▶ **Activity**:
In the entries below, how many lines include "Parma"? Reply with the number and nothing more.

[Stored data]
◇ ◇ ◇

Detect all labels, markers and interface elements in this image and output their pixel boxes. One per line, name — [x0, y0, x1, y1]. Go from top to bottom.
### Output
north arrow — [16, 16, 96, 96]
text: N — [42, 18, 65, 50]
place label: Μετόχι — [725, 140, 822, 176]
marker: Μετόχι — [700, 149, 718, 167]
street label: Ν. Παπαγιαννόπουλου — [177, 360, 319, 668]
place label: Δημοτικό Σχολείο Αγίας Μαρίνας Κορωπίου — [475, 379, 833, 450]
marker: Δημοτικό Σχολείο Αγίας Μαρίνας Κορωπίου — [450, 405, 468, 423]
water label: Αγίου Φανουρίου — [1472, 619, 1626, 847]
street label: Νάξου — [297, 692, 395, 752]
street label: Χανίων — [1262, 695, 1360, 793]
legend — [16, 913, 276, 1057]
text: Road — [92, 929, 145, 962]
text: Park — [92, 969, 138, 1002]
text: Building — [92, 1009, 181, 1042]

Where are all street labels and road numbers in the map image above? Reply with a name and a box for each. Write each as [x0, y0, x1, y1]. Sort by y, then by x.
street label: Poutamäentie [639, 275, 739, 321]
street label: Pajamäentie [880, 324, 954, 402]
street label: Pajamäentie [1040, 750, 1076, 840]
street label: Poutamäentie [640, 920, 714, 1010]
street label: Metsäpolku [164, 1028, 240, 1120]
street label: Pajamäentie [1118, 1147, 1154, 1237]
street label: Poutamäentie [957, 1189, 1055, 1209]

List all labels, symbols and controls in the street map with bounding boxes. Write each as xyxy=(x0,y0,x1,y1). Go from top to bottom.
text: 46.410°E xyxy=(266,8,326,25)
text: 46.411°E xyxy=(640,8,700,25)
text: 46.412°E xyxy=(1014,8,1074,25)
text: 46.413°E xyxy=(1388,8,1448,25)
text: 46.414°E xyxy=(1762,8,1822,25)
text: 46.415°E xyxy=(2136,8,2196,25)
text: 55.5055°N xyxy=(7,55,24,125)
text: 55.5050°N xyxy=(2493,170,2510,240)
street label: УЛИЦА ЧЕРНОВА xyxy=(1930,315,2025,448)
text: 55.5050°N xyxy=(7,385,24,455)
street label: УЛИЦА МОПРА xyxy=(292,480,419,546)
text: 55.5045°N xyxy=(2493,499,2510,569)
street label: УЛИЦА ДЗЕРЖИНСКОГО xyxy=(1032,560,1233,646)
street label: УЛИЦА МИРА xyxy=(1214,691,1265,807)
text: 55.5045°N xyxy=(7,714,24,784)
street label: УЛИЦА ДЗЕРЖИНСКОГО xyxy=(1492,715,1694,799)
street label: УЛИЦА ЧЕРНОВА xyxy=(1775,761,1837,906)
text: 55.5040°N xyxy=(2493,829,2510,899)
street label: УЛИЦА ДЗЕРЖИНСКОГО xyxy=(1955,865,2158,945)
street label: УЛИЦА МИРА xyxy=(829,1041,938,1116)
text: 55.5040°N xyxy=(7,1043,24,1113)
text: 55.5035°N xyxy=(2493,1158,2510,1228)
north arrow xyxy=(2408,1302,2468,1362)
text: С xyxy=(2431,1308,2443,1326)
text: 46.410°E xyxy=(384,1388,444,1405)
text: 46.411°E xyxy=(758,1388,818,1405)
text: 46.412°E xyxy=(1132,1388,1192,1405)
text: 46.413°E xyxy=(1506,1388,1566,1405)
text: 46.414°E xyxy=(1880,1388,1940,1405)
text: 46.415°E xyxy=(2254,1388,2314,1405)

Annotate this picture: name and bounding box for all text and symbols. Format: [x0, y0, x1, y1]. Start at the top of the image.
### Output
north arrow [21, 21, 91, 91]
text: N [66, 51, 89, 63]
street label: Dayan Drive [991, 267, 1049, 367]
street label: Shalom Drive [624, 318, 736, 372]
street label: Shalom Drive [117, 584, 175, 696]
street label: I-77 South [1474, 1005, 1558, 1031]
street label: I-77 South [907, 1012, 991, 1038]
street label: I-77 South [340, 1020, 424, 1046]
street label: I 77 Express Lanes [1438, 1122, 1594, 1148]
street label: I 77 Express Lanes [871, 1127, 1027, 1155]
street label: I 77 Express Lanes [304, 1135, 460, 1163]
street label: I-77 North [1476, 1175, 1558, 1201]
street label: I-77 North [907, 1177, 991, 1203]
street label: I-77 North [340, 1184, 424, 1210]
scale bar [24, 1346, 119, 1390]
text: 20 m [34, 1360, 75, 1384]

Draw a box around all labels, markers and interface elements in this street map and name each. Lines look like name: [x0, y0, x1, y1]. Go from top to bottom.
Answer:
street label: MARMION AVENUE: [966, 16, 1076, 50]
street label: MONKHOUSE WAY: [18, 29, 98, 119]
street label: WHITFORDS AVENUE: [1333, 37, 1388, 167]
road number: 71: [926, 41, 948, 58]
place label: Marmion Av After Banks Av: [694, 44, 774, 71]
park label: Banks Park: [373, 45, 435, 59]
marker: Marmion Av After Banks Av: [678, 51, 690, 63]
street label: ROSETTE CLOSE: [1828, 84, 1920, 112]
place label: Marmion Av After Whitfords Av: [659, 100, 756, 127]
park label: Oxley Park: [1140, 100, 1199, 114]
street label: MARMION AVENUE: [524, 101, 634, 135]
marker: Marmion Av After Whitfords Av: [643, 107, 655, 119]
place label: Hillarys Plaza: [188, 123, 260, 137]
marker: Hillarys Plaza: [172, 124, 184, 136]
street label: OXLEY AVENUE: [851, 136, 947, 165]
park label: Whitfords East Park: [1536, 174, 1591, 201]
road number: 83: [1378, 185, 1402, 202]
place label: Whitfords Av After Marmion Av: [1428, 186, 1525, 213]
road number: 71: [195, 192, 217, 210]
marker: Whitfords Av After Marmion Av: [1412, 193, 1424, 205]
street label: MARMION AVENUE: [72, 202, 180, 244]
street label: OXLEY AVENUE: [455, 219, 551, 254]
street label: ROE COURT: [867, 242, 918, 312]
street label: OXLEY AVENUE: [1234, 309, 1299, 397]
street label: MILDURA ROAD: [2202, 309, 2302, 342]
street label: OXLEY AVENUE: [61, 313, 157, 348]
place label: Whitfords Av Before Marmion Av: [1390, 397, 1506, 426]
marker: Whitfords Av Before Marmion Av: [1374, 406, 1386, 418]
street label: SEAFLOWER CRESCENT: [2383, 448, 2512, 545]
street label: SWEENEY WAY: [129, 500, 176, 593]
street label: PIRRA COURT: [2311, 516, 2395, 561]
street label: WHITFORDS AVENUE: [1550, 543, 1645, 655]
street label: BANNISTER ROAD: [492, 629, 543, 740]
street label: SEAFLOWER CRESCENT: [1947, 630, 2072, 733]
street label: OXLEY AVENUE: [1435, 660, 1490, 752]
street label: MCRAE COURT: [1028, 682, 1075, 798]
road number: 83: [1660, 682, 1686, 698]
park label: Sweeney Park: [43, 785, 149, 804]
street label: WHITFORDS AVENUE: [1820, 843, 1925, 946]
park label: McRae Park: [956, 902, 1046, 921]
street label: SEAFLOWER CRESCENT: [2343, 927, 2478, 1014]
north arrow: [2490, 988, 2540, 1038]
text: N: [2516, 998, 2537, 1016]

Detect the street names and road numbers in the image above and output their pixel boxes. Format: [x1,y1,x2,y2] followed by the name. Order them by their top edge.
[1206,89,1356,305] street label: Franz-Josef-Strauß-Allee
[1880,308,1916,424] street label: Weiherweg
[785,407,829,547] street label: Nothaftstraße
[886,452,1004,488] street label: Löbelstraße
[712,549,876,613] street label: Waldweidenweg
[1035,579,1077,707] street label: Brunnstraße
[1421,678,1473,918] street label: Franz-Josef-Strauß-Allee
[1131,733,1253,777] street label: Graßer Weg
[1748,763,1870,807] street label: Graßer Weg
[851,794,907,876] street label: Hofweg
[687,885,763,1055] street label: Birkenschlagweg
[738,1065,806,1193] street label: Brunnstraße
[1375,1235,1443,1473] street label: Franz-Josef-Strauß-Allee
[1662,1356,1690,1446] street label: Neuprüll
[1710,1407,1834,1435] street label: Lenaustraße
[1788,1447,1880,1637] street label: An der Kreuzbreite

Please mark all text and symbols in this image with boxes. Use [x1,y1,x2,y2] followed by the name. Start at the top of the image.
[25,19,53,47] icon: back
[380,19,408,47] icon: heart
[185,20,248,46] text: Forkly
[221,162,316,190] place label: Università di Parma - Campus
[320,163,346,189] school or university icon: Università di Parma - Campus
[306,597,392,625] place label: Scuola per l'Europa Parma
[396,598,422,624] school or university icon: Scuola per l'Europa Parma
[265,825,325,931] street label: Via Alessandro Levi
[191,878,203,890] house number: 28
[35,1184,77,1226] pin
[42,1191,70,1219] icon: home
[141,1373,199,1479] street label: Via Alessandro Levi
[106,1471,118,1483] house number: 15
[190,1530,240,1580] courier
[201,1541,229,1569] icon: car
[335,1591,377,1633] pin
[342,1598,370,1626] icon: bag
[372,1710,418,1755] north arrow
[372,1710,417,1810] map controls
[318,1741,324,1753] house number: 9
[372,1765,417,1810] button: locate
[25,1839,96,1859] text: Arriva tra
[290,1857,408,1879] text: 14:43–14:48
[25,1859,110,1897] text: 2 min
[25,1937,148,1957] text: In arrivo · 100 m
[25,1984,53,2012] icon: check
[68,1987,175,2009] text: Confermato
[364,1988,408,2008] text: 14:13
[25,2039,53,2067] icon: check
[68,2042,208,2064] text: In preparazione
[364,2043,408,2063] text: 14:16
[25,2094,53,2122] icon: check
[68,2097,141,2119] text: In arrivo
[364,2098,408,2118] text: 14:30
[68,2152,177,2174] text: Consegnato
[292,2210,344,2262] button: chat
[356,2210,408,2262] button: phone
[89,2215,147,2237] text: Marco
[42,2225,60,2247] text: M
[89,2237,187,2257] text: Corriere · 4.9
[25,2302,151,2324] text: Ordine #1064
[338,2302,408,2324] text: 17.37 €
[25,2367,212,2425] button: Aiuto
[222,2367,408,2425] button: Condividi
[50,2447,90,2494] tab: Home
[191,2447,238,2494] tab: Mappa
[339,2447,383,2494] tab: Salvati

◇ ◇ ◇

▶ **Solution**:
4